The material below includes pictures; leave them out and return only the lines between the line containing "Input: one rendered" and the line containing "Instruction: Serialize what", inclusive, word for word.
*** MATERIAL FOR THIS EXERCISE
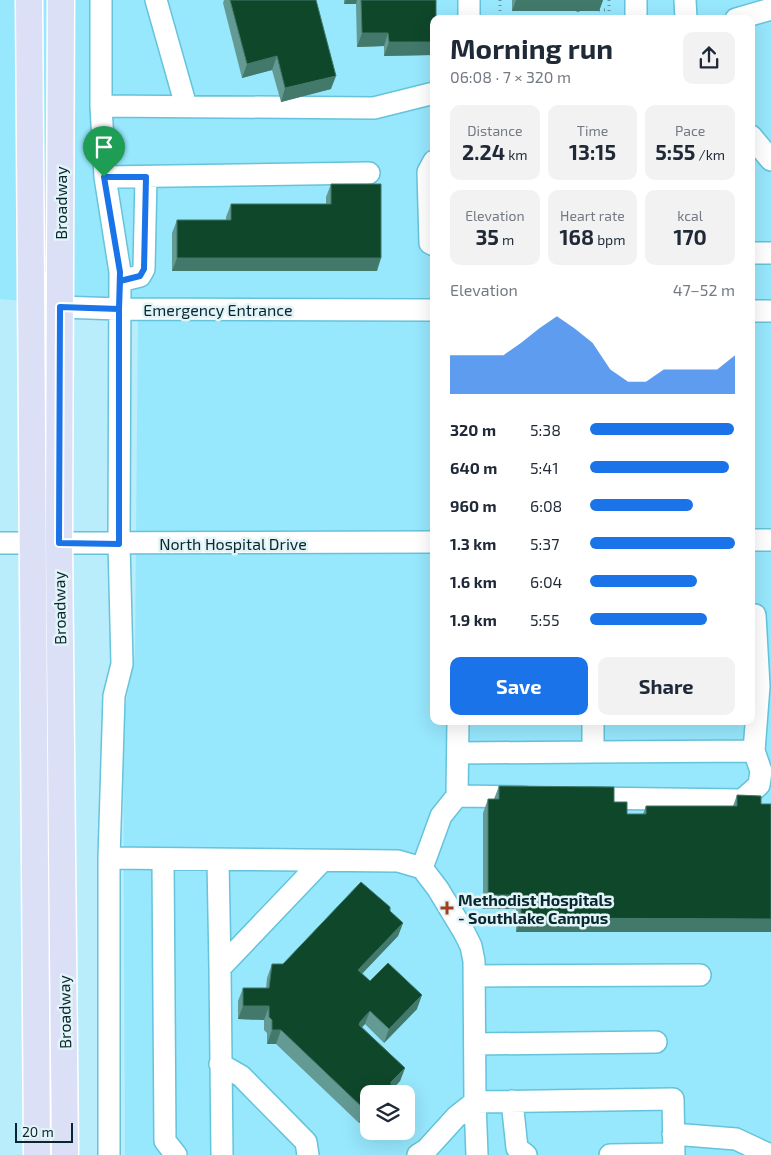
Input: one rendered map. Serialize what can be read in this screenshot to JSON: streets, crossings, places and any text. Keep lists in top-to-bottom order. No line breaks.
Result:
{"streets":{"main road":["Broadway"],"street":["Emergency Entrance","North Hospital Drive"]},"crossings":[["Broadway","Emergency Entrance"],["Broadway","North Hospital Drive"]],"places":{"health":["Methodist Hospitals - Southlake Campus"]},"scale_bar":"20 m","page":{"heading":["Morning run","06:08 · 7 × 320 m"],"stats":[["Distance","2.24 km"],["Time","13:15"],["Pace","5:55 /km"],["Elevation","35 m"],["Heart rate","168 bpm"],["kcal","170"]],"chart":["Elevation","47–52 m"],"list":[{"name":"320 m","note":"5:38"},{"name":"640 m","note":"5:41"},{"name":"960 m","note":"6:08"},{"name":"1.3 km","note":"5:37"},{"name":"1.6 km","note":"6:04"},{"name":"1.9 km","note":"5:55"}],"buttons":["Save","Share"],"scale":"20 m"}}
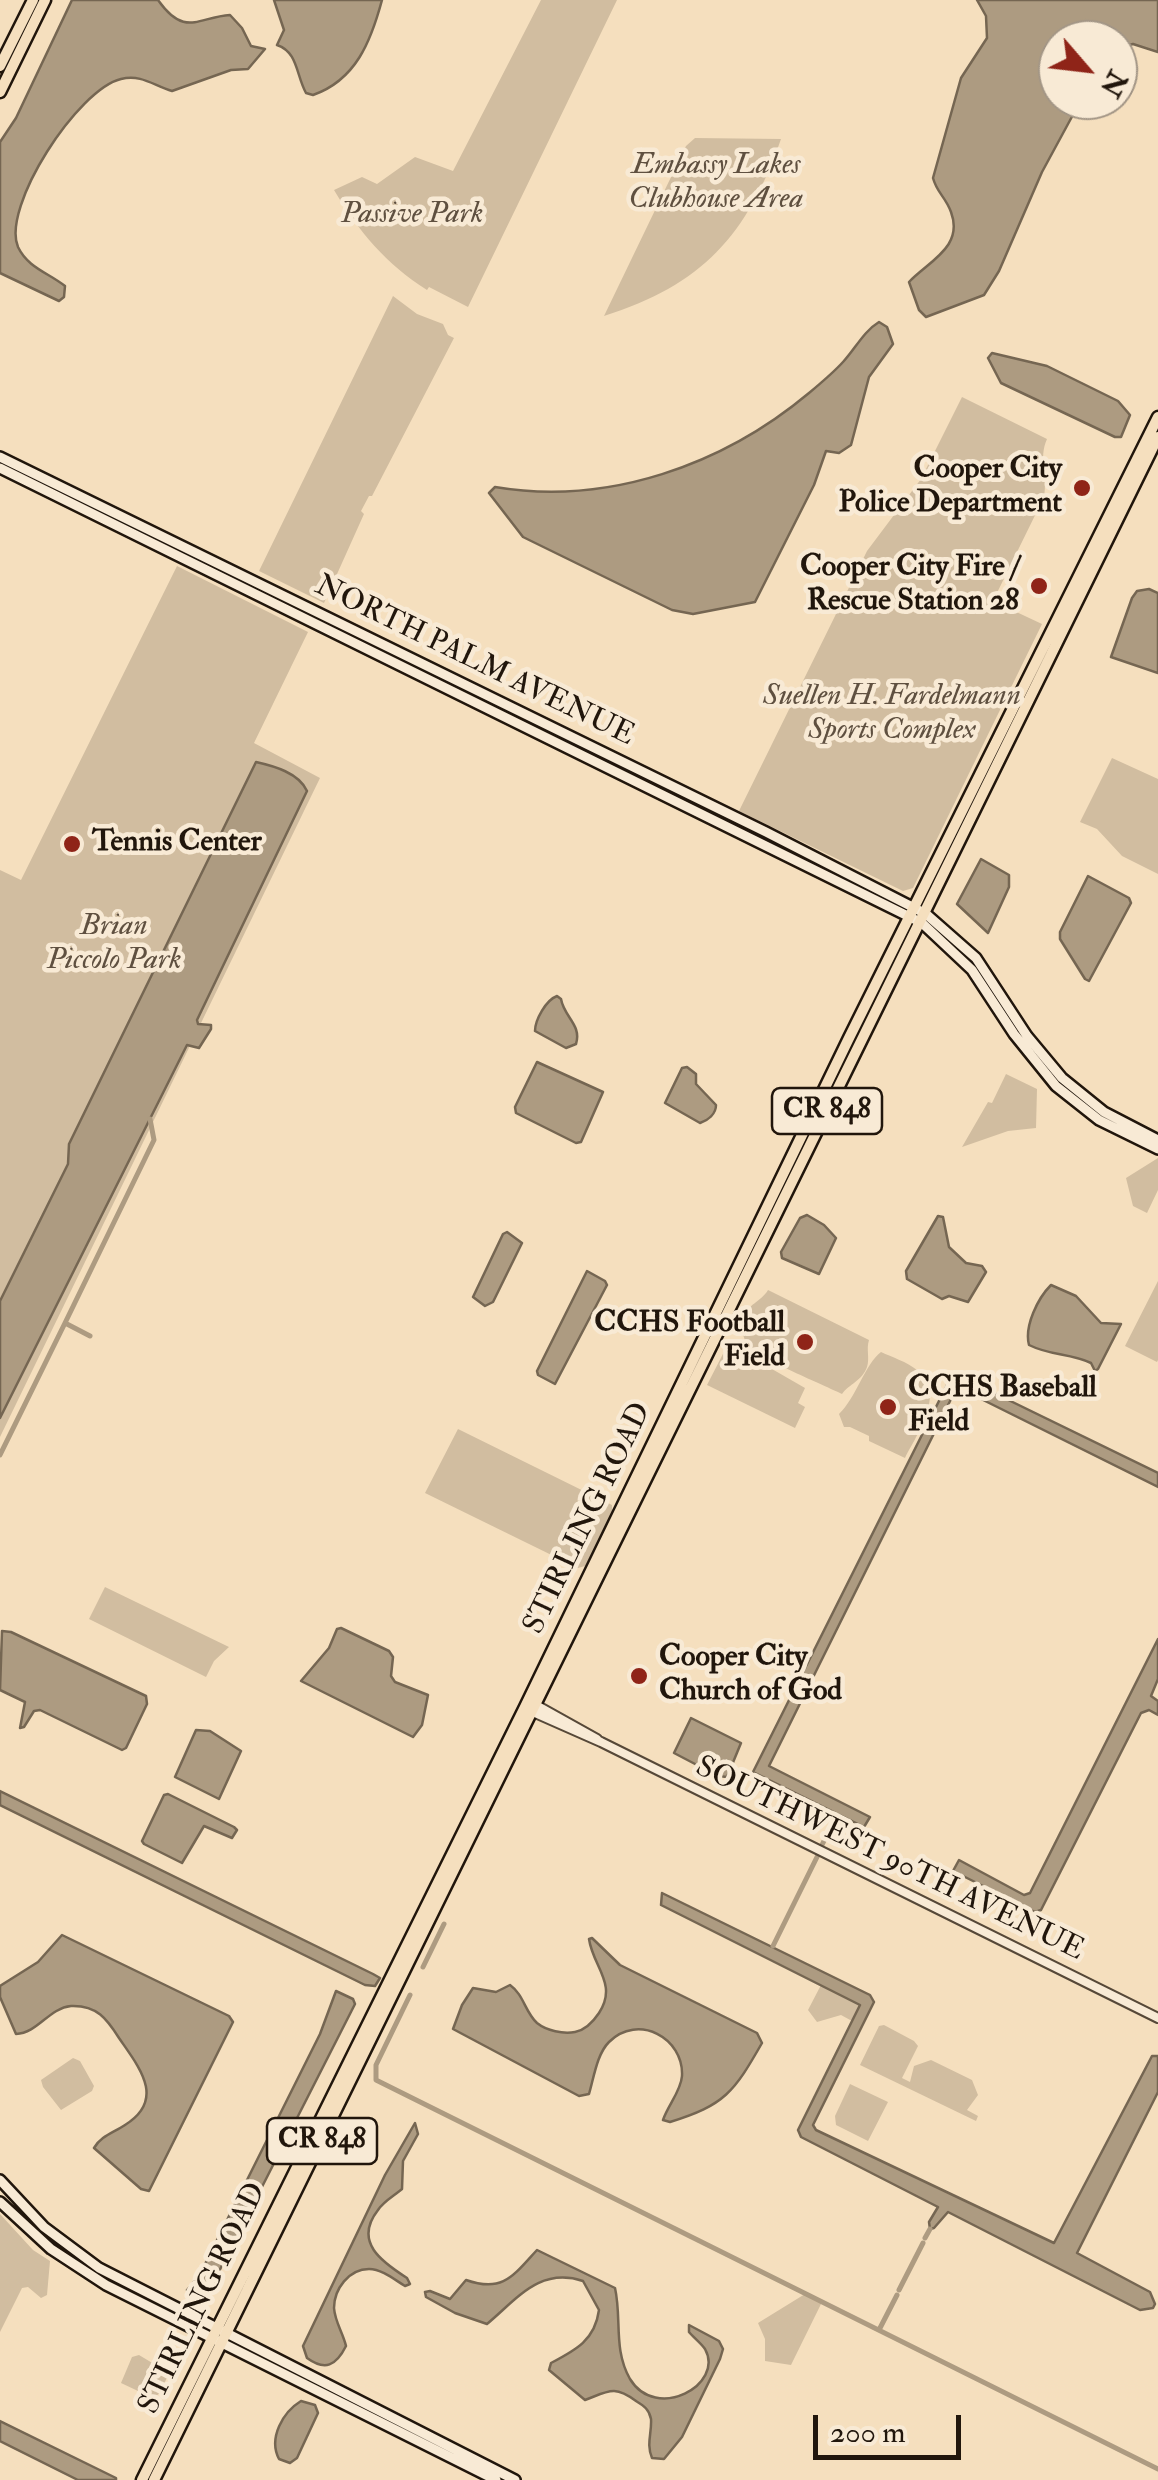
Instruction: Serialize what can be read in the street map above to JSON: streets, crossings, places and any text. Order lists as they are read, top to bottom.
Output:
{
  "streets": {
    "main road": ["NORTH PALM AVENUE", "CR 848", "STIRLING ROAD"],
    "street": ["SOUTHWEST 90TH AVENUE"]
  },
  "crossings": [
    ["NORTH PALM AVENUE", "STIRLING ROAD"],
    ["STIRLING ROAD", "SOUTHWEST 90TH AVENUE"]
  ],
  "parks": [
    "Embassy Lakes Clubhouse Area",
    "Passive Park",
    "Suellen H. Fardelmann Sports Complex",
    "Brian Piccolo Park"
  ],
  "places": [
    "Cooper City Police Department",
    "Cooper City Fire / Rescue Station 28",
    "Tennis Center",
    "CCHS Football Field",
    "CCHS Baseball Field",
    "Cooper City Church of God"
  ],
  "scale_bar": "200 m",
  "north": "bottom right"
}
******
*** MATERIAL FOR THIS EXERCISE
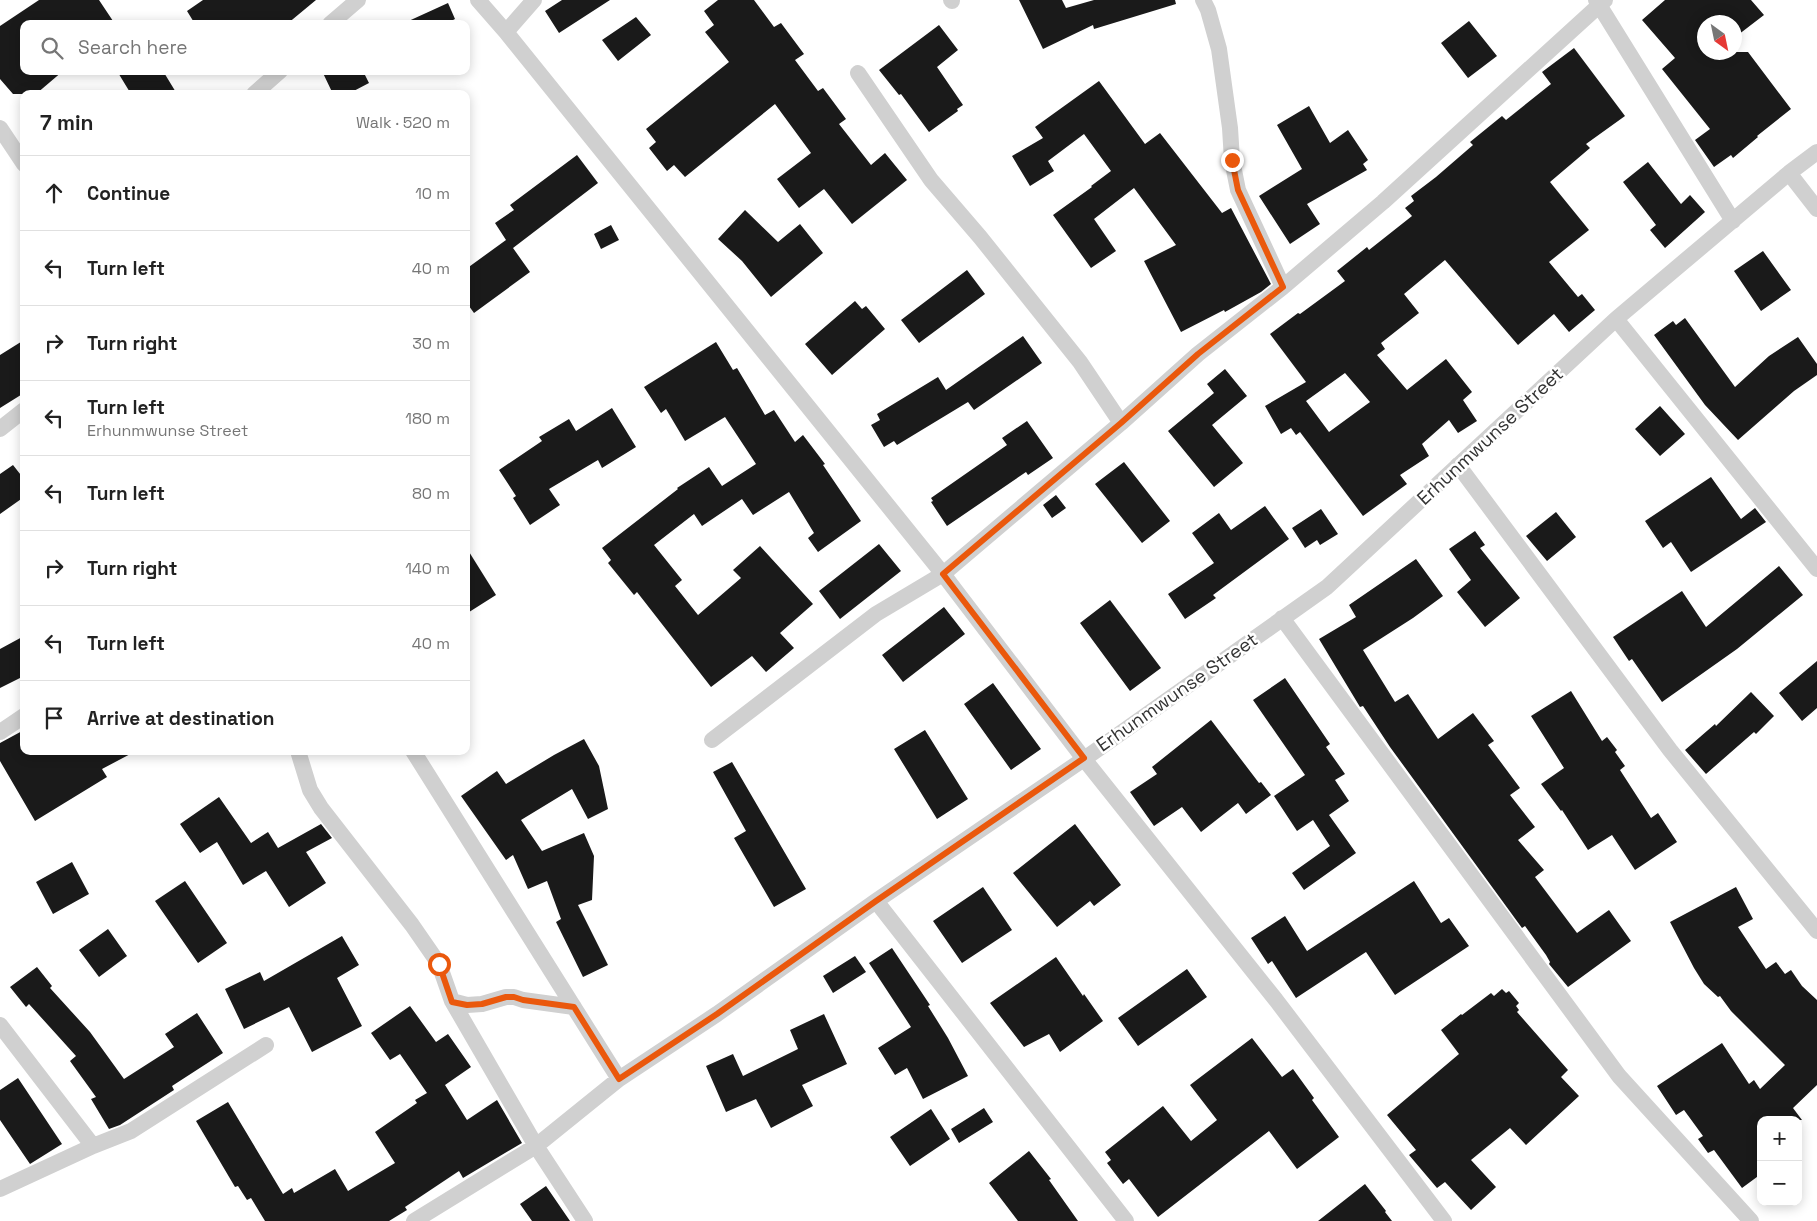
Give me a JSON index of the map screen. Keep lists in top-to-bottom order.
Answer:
******
◆ **WRITTEN ANSWER**:
Input: one rendered map. Serialize what can be read in this screenshot to JSON: streets, crossings, places and any text. Keep lists in top-to-bottom order. No line breaks.
Result:
{"streets":{"main road":["Broadway"],"street":["Emergency Entrance","North Hospital Drive"]},"crossings":[["Broadway","Emergency Entrance"],["Broadway","North Hospital Drive"]],"places":{"health":["Methodist Hospitals - Southlake Campus"]},"scale_bar":"20 m","page":{"heading":["Morning run","06:08 · 7 × 320 m"],"stats":[["Distance","2.24 km"],["Time","13:15"],["Pace","5:55 /km"],["Elevation","35 m"],["Heart rate","168 bpm"],["kcal","170"]],"chart":["Elevation","47–52 m"],"list":[{"name":"320 m","note":"5:38"},{"name":"640 m","note":"5:41"},{"name":"960 m","note":"6:08"},{"name":"1.3 km","note":"5:37"},{"name":"1.6 km","note":"6:04"},{"name":"1.9 km","note":"5:55"}],"buttons":["Save","Share"],"scale":"20 m"}}
Instruction: Serialize what can be read in the street map above to JSON: streets, crossings, places and any text. Order lists as they are read, top to bottom.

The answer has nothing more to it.